Like other crops, buckwheat is known to take on the terroir of the land. Kitawase buckwheat from Hokkaido, Japan, is lightly fragrant and chewy, whereas Ibaraki's Hitachi Akisoba is robust.
Soba made with fresh buckwheat flour tastes vastly different in flavor and texture than its dried counterpart. In the fresh version, you taste the nutty and roasted tea-like flavors of the buckwheat.
It's faster and simpler to make soba than pasta, because it requires no resting time and the only other ingredient besides flour is water. Fresh noodles cook in less than 2 minutes.
When I make soba, I like using a flour mixture with a ratio of 8 parts buckwheat and 2 parts wheat flour called ni-hachi style soba, which has been a practice in Japan for more than 400 years. The added wheat gives the gluten-free buckwheat structure and stability.
Not all buckwheat flour you find in the U.S. makes good soba, because the milling is sometimes done poorly or it sits on the shelf too long. If the flour runs through your fingers like sand, it will not make good noodles. You should be able to clutch it your hand and form a peak.
In the United States, you can buy fresh, stone-milled, aromatic and coarse buckwheat flours and ni-hachi style soba flour from Anson Mills. I like to blend these varieties to make my own flour mix. You can also find soba-grade flour in Japanese markets such as Cold Mountain from Miyako. Whatever kind you buy, store it in the refrigerator.
Once you have made soba a few times, you can use 100% buckwheat flour instead of the 80% buckwheat-20% wheat mix. For those who are gluten intolerant, substitute tapioca flour for wheat flour in your dough.
Ideas for soba salad
Many Western chefs and food writers incorporate soba into their cooking. Zester Daily contributor Deborah Madison has written an insightful book called "Vegetable Literacy" that will educate you about vegetables, especially the chapter about the knotweed family, which includes buckwheat as well as rhubarb and sorrel. She includes in the book a recipe for a visually stunning and delicious Kale Soba Salad With Silvered Brussels Sprouts and Sesame Dressing.

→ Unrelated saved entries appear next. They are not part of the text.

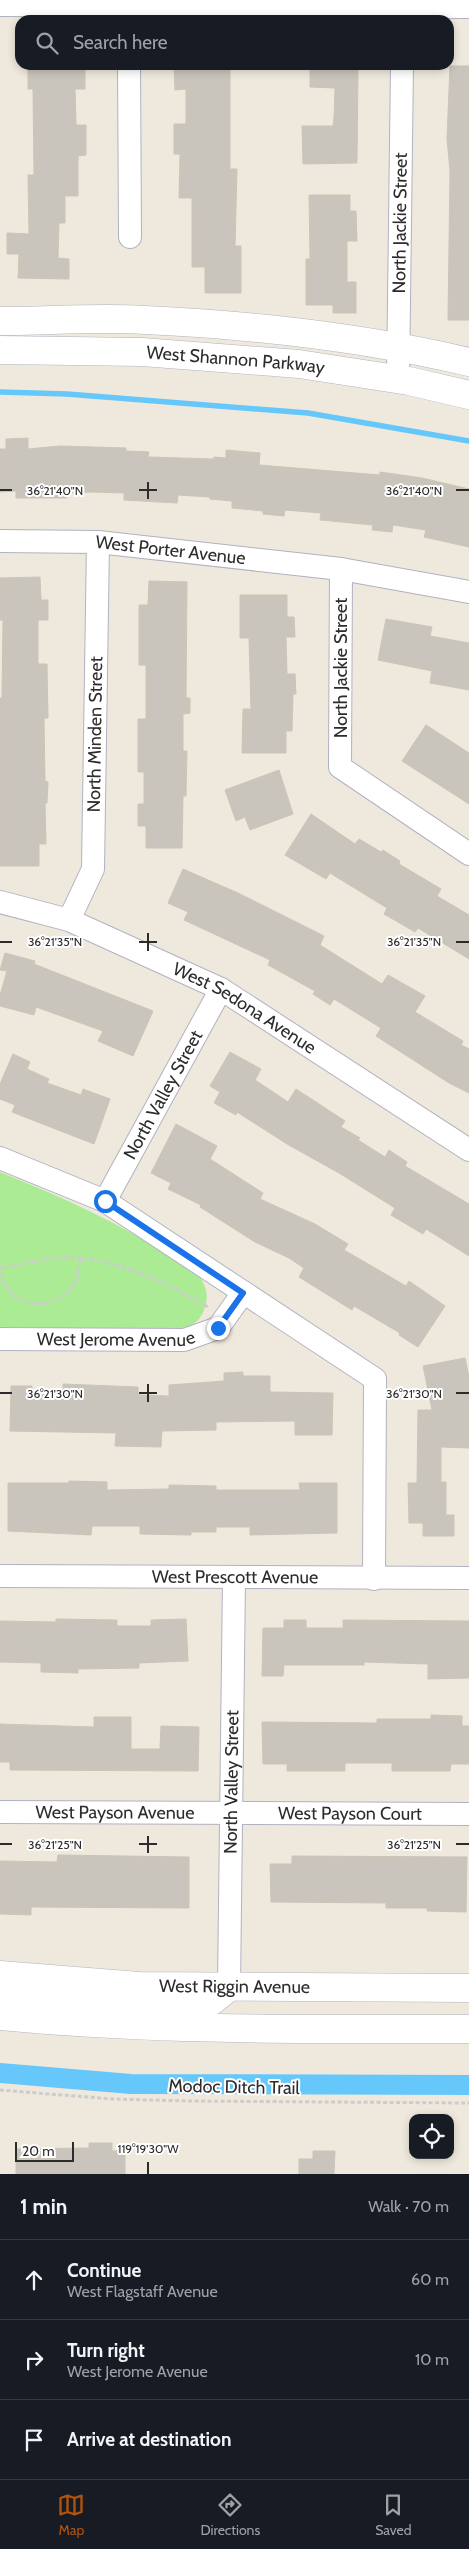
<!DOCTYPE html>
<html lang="en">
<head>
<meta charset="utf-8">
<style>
	:root { --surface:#171b24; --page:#20242c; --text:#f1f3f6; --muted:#9ea1a6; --line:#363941; --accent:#b45309 }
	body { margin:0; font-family:Cabin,sans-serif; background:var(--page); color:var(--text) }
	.controls { position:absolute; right:15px; bottom:15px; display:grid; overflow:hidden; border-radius:10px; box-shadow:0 2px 8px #0003 }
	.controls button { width:45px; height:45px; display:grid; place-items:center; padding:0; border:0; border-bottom:1px solid var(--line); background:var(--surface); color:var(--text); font:25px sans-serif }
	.scale { position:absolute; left:15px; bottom:12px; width:59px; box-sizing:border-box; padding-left:5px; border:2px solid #2c2c2c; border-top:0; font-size:14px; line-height:18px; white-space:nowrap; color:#2c2c2c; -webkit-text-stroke:4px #fff; paint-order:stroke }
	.stop { position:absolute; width:15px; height:15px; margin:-11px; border:4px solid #1a73e8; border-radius:50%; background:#fff }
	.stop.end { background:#1a73e8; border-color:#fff; box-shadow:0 1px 5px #0008 }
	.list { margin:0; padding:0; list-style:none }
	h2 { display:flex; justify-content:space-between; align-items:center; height:65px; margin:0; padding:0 20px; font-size:21px }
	h2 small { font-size:16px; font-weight:400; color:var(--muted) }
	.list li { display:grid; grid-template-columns:32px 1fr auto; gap:15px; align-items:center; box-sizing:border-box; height:80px; padding:0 20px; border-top:1px solid var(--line) }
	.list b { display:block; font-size:19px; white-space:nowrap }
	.list p { margin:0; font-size:16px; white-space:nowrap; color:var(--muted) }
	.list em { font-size:16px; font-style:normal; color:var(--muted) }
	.icon { flex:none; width:28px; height:28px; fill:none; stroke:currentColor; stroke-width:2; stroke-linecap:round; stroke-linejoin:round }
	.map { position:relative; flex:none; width:469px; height:2174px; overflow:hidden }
	.search { position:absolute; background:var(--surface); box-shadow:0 2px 8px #0003; left:15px; right:15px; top:15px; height:55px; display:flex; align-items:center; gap:12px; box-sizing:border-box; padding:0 18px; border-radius:15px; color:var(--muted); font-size:19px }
	.sheet { height:305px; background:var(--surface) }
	nav { display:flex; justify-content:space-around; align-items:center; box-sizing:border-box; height:70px; border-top:1px solid var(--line); background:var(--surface); font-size:14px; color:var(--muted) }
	nav a { display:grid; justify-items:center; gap:2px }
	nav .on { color:var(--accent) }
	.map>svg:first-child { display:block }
	.green { fill:#abeb94 }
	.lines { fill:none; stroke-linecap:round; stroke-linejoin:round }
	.stream { stroke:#66c7fb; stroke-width:5.5 }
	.canal { stroke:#66c7fb; stroke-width:20 }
	.building { fill:#cac5bc; stroke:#cbc5b6 }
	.street-casing { stroke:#b1b2c1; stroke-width:24 }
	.secondary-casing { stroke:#b1b2c1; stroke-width:29 }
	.path { stroke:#ccc; stroke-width:3; stroke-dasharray:4 2.5; stroke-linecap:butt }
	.street { stroke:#fff; stroke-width:22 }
	.secondary { stroke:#fff; stroke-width:28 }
	.route { stroke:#1a73e8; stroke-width:6 }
	.ticks { fill:none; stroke:#2c2c2c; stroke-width:2 }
	.labels { text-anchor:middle; stroke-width:4; stroke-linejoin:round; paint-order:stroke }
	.street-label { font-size:18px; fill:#2c2c2c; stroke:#fff }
	.ticks-label { font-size:12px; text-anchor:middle; fill:#2c2c2c; stroke:#fff; stroke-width:4; stroke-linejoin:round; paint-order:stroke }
</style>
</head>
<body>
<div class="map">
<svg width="469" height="2174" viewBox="0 0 469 2174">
	<rect width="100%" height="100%" fill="#efe9dd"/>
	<path class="green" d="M0,1172C60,1196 120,1223 173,1258C181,1263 193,1268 198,1275C206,1284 209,1296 205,1307C201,1321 192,1327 178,1330L0,1327Z"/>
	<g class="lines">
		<path class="stream" d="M0,392L67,394L308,413L469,441"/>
		<path class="canal" d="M0,2073L131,2084L469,2085"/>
	</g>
	<path class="building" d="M28,65H85V89H75L76,125H86V155L78,156V196H65V223H59L58,258L69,259V279L18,278L19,254H7V233L29,234L28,175H34L33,89H28Z
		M174,65H230V169H237L235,246H241V293H205V267H192V198H179L180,154H174V124H186V89L175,90Z
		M310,65H358L357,163L303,164L302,126H333L334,118L335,88L310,87Z
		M450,66H469V320H448L450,171L447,139Z
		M309,195H350V211H356L357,241H347V282H356V313H333V305H306V259H310Z
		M28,438V449L60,446L126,448V451L149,452L148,457L214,459V457L226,458V450L260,453L259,465L380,475V472L422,478L469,489V547L424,537L426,530L393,525L392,532L372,530L373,525L320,520L321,513L285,510L284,516L263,514V511L232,508V501L210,499V497L178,495L177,503L124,500V493L92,492L67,493V498H16V491L0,492V449H6V439Z
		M40,577L41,600H48V620H38V664H47L48,718H44L45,781L48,782L47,803H45L46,844H39V866H0V698H2L3,620H0V578Z
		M149,581L187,582L186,698H190V713L183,714V751H187L186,796H183L182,848H146V826H138V804H144V772H138V719H146V665H139V605H148Z
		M240,595H287V617H294L295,637H286L287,674H295L296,694H293L292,731H286V753H242L243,709H251L249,638H240Z
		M386,619L432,627L430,636L469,643V690L430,683L432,671L378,660Z
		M426,725L469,753V804L402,761Z
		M279,770L293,814L250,830L245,817L236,821L225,790Z
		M311,814L355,844L359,839L381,852L383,850L400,861L399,864L441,889L437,896L469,915V959L418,928L415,932L384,914L387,908L330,873L326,879L285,855Z
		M183,869L238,893L324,936L320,945L382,984L388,975L425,996L415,1012L463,1041L461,1045L469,1049V1093L449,1083L376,1036L381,1028L334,999L330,1005L313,994L315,991L268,965L270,960L184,920L188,912L168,903Z
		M5,953L35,961L34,964L153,1011L133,1056L98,1041L103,1031L36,1007L34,1015L0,1006V995L7,971L0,970Z
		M230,1052L261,1069L255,1080L288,1102L296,1089L345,1121L341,1127L360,1138L358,1140L385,1157L389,1150L407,1162L405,1166L469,1204V1256L426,1229L423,1234L391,1215L395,1208L339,1173L287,1144L237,1112L236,1115L214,1103L220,1092L210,1086Z
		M13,1054L30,1062L27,1069L49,1079L47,1083L81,1095L83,1089L110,1099L94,1144L12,1112L15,1105L0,1099V1084Z
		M176,1124L217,1146L210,1159L263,1193L260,1199L315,1224L348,1244L344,1250L406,1286L409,1281L445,1306L418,1347L399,1335L400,1333L354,1306L352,1310L299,1277L304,1268L289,1258L255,1242L200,1207L201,1205L168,1189L171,1183L151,1173Z
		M465,1358L469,1377V1448L441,1447V1482H446V1515H454V1536H423V1523H409L408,1483H417L418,1410H432L423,1366Z
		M243,1372V1376H270V1392L333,1393L332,1435H295V1421L216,1422V1430L162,1431L161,1447L115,1446L116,1433L10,1431L11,1386H32V1394L63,1395V1384L138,1387V1395L169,1396V1385L224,1381V1373Z
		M69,1481L107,1482V1490L169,1489V1485L216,1486V1490H300L299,1483H337V1533L250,1535V1527H216V1532H191V1535L140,1534V1526H92L91,1535L8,1531V1483H69Z
		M56,1619L117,1620V1626H151V1620L186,1619L188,1661L139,1663V1668L78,1669V1673L41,1672V1663L0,1662V1621L56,1622Z
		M284,1620H306V1628H343V1620L469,1621V1678L428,1679V1664L364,1662V1665H284L283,1676H262L263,1628H284Z
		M431,1715L462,1716V1726H469V1764H451L450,1771H392V1763H345V1771H287V1764H263L262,1722L377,1723V1719H431Z
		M94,1717H131V1749H160L161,1726L199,1727L198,1771L10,1770V1762H0V1724L94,1727Z
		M58,1855L189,1857V1908L31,1907V1915L0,1914V1861L57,1862Z
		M292,1856L467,1857L466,1912L427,1911V1908H386V1903L271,1902L270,1864H292Z
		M89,2143H112V2151H125V2174H16V2149L89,2148Z
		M313,2151H335L334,2174H299V2159H313Z"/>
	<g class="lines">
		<g class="street-casing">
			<g id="street">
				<path d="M0,5L469,7"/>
				<path d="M129,65L130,237"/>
				<path id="s1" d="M398,379L402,65"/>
				<path id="s2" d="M0,541L98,542L341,569L469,592"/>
				<path d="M341,569L340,767L469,854"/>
				<path id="s3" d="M0,902L69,920L221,989L469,1150"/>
				<path id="s4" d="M69,920L93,869L98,542"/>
				<path d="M0,1158L105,1201L375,1379L374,1579"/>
				<path id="s5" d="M105,1201L221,989"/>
				<path id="s6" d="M0,1339L184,1340L218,1328L243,1293"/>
				<path id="s7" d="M0,1576L469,1578"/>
				<path id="s8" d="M0,1812L469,1814"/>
				<path id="s9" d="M229,1987L234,1578"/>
			</g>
		</g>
		<g class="secondary-casing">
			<g id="secondary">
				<path d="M0,321C48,321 97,317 145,320C254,325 362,337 469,362"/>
				<path id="s10" d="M0,350L142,352L299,364L409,381L469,395"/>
				<path id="s11" d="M0,1975L139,1986L469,1988"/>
				<path d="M0,1998L6,1996L105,2005L186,2007L212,2001L228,1988"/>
				<path d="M0,2016C156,2031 312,2029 469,2029"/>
			</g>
		</g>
		<path class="path" d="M0,1268C19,1266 38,1259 57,1258C111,1254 162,1281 208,1307
			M0,1273C4,1281 7,1291 15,1296C33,1310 62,1304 74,1284C78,1276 79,1266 81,1257
			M0,2090L112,2099L190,2101L469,2103"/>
		<use href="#street" class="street"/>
		<use href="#secondary" class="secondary"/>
	</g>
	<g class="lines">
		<path class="route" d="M105,1201L243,1293L218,1328"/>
	</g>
	<path class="ticks" d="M148,482V499M0,490H12M139,490H157M456,490H469M148,933V951M0,942H12M139,942H157M456,942H469M148,1384V1402M0,1393H12M139,1393H157M456,1393H469M148,1836V1853M0,1844H12M139,1844H157M456,1844H469M148,2162V2174"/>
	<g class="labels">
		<g class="street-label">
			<text dy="6" stroke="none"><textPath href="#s1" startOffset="156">North Jackie Street</textPath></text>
			<text dy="6" stroke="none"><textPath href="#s10" startOffset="236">West Shannon Parkway</textPath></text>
			<text dy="6" stroke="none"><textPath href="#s2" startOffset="171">West Porter Avenue</textPath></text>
			<text transform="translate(341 668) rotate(-90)" y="6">North Jackie Street</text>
			<text dy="6" stroke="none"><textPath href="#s4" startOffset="191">North Minden Street</textPath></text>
			<text dy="6" stroke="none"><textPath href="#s3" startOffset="268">West Sedona Avenue</textPath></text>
			<text dy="6" stroke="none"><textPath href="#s5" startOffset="121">North Valley Street</textPath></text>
			<text dy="6" stroke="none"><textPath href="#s6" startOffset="116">West Jerome Avenue</textPath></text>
			<text dy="6" stroke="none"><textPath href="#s7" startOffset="235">West Prescott Avenue</textPath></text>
			<text dy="6" stroke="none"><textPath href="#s9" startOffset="205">North Valley Street</textPath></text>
			<text dy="6" stroke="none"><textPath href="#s8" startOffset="115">West Payson Avenue</textPath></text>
			<text dy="6" stroke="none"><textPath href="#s8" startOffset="350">West Payson Court</textPath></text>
			<text dy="6" stroke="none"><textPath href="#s11" startOffset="235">West Riggin Avenue</textPath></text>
			<text transform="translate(234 2087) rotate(1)" y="6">Modoc Ditch Trail</text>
		</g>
	</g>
	<g class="ticks-label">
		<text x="55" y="495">36°21'40"N</text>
		<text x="414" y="495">36°21'40"N</text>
		<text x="55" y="946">36°21'35"N</text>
		<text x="414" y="946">36°21'35"N</text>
		<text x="55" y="1398">36°21'30"N</text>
		<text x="414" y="1398">36°21'30"N</text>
		<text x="55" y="1849">36°21'25"N</text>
		<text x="414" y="1849">36°21'25"N</text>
		<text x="148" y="2153">119°19'30"W</text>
	</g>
</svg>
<div class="controls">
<button><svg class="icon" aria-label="locate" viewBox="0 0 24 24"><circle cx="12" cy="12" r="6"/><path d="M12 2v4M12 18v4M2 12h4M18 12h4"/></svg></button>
</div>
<div class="scale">20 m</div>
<div class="stop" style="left:105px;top:1201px"></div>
<div class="stop end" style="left:218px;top:1328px"></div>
<div class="search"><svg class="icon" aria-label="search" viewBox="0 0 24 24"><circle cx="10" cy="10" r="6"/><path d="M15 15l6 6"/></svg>Search here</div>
</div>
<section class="sheet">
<h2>1 min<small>Walk · 70 m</small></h2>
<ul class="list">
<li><svg class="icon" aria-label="ahead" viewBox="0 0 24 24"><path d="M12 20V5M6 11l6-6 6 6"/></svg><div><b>Continue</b><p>West Flagstaff Avenue</p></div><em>60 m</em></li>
<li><svg class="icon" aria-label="right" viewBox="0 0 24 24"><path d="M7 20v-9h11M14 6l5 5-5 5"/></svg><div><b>Turn right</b><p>West Jerome Avenue</p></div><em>10 m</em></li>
<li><svg class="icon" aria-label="arrive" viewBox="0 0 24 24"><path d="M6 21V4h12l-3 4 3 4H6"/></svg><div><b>Arrive at destination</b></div></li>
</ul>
</section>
<nav>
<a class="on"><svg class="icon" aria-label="map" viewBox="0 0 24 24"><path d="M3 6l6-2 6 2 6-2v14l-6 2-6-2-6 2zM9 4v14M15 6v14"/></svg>Map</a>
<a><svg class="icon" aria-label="directions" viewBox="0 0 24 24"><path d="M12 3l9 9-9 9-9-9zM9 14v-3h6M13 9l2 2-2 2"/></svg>Directions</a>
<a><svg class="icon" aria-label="saved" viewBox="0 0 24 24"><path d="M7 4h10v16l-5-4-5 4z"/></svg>Saved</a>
</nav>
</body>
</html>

The salad is what initially turned me on to kale, and I frequently serve it at my soba workshops, because it's always a hit.
Yotam Ottolengi's cookbook "Plenty" includes a recipe for a sweet and summery Eggplant and Mango Soba Salad, which has become Yotam's mother's ultimate cook-to impress fare. Mango and eggplant? Weird, I first thought. But I was wrong. His plentiful use of herbs like cilantro and parsley and use of sweet and lime garlic vinaigrette in soba breaks all cultural barriers. Everyone loves this soba salad, and so do I.